Nadya/Bertaux

sculpteure

Youssef Amghar
Écrivain, Photographe

Il a publié
"Il était parti dans la nuit"
"Le vieux palmier"
Aux Éditions L'Harmattan

> Youssef AMGHAR

Entre-temps

 

Le temps passe comme un envol, comme une étoile filante qui transcende le regard. Je me bats tous les jours, et tous les jours je balbutie. Ce temps est mon temps. Je le consume. Je le dilapide, je le brûle. Je dénoue mes silences et je pense à mon père, comme à une onde frêle qui se fraye un chemin dans mes souvenirs en feu. je pense à sa douleur écrite en lettres obscures qu'il m'adressait sur la pénombre des jours "perdus". Berceau étrange qui vogue dans l'univers ineffable. Le temps perturbé !
L'éclair dans le ciel sombre qui transperce les nuages et les regards. Il vient de nulle part et se dénoue quelque part dans le silence de l'obstination. Un signe. Une vibration. Une émotion. Je vis.
Dans ma peau se rencontrent mille et une étoiles et quelques énigmes. Je voudrais troquer ma minute contre un instant de ton regard. Tu ne vois pas ? Je suis ici et là-bas tout rêve ouvert, toute parole bue, ivre jusqu'à l'immobilité éternelle ! Il y a quelque part dans la quiétude de la lune quelque chose d'insolent. Je me glisse dans cette lumière venue d'ailleurs pour me signifier à toi, à ton propre délire qui n'est pas le mien.
Transcender le visible pour accéder à l'intime frémissement. Au bout du fer à béton surgit un nouveau départ.
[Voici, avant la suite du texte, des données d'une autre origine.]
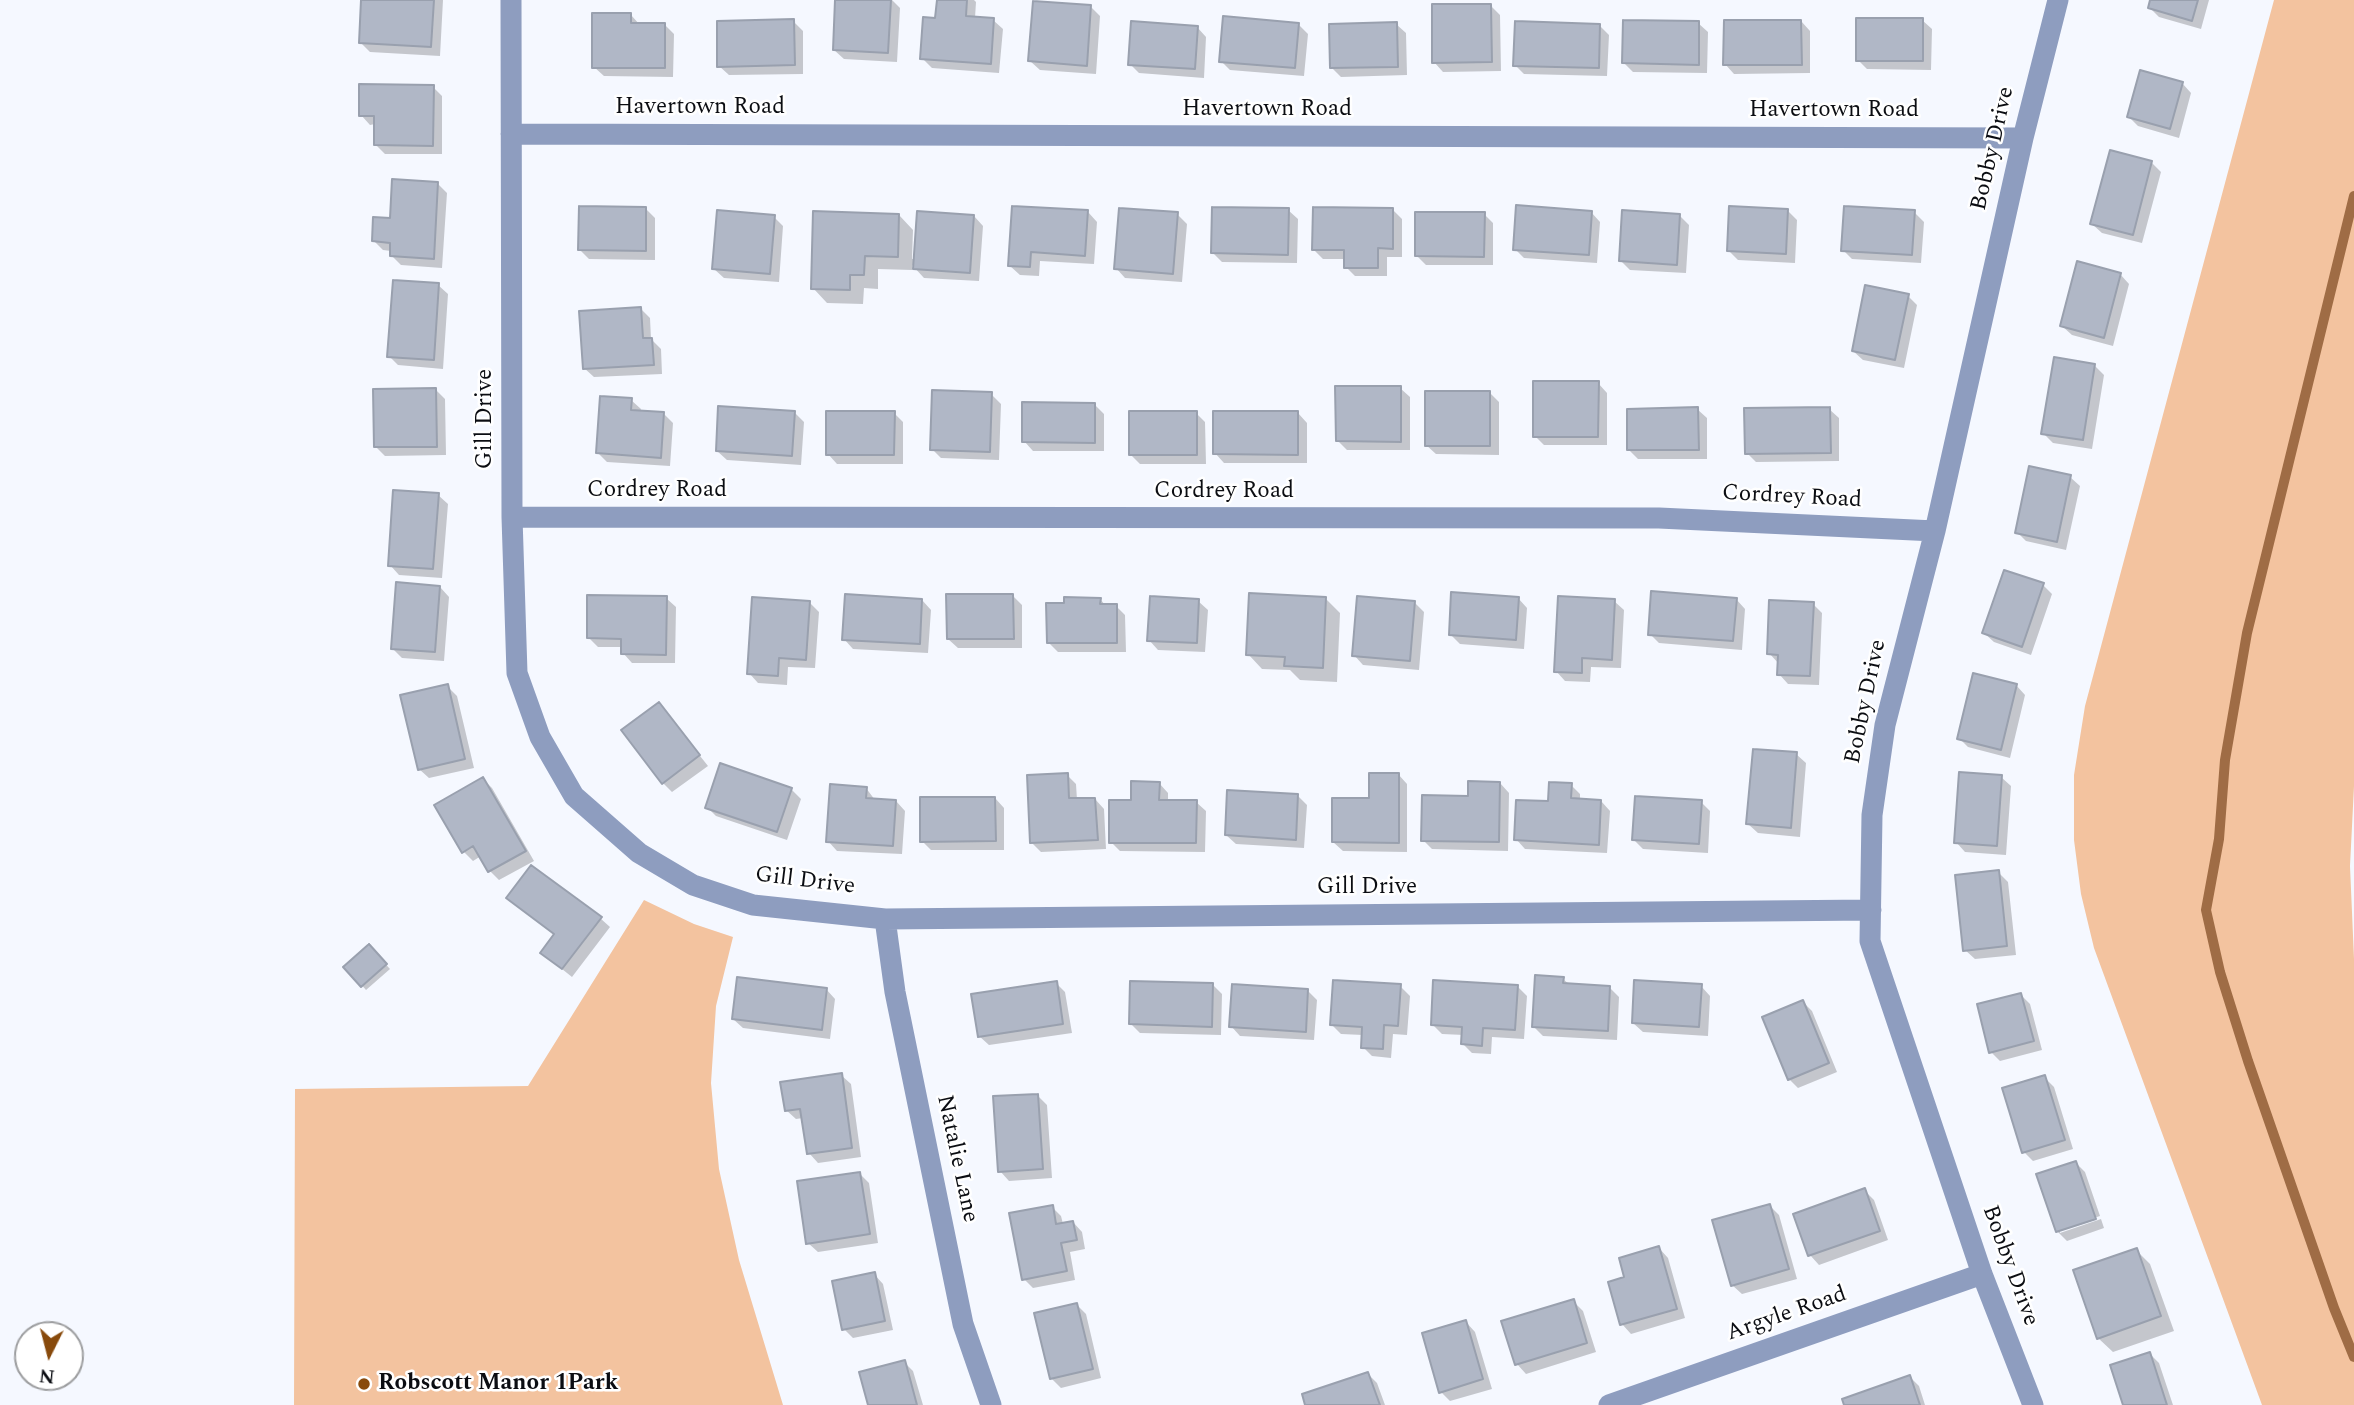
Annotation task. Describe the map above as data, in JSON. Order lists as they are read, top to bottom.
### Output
{
  "streets": {
    "street": [
      "Havertown Road",
      "Bobby Drive",
      "Gill Drive",
      "Cordrey Road",
      "Natalie Lane",
      "Argyle Road"
    ]
  },
  "crossings": [
    ["Havertown Road", "Bobby Drive"],
    ["Havertown Road", "Gill Drive"],
    ["Bobby Drive", "Gill Drive"],
    ["Bobby Drive", "Cordrey Road"],
    ["Bobby Drive", "Argyle Road"],
    ["Gill Drive", "Cordrey Road"],
    ["Gill Drive", "Natalie Lane"]
  ],
  "places": ["Robscott Manor 1Park"],
  "north": "bottom"
}
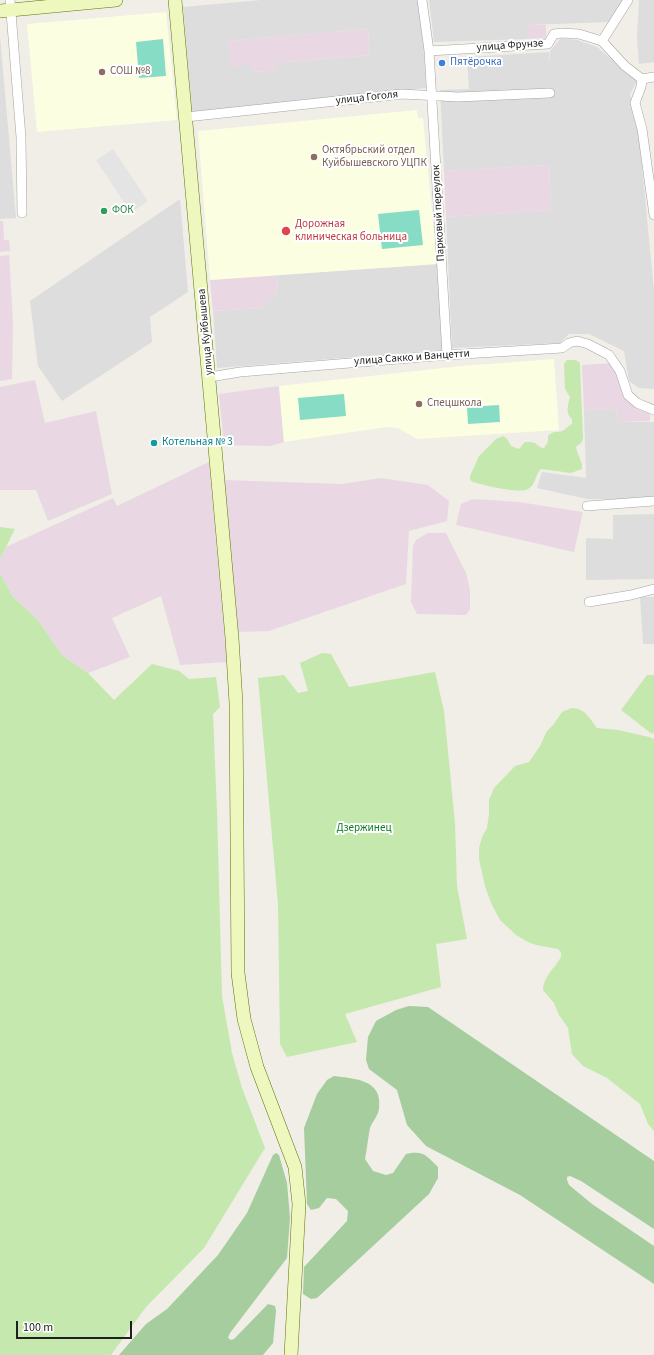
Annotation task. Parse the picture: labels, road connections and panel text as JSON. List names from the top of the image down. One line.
{"streets":{"main road":["улица Куйбышева"],"street":["улица Фрунзе","улица Гоголя","Парковый переулок","улица Сакко и Ванцетти"]},"crossings":[["улица Фрунзе","Парковый переулок"],["улица Гоголя","Парковый переулок"],["улица Гоголя","улица Куйбышева"],["Парковый переулок","улица Сакко и Ванцетти"],["улица Куйбышева","улица Сакко и Ванцетти"]],"parks":["Дзержинец"],"places":["Пятёрочка","СОШ №8","Октябрьский отдел Куйбышевского УЦПК","ФОК","Дорожная клиническая больница","Спецшкола","Котельная № 3"],"scale_bar":"100 m"}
L'oeil en guise de béquille frétille dans le chemin, un autre sentier de chèvre, une autre rencontre. Je viens d'un rêve-éclair et j'habite ici à l'ombre des points de suspensions, comme toi mon semblable. • L'écume au sommet de la vague se déchire sous le soleil et épouse l'horizon. Ni moment de tristesse, ni moment de bonheur, juste un signe fort de l'indicible transe, une manifestation du temps fertile qui glisse sans couleur. Il glisse entre la spirale et la tranche, juste là où se dessine le secret de l'éclair qui traverse mon corps. Je me débats, je tressaille dans la fosse commune pour sculpter les ondes éphémères. Tout est éphémère, même les souvenirs d'une caresse chaude s'évaporent comme un parfum.
Tout est éphémère, même la mémoire que l'on creuse à coup de tatouages et de rêves.
Tout est éphémère, même la nuit qui semble revenir entre deux reflets téméraires. Il n'y a que la lumière éthérée et notre piste adirée qui se croise et se décroise au hasard des envols.
Moment rare, moment singulier, c'est le chant fébrile d'une rencontre sous ma tente de nomade. Un instant pour accaparer ton regard vulnérable, insolemment.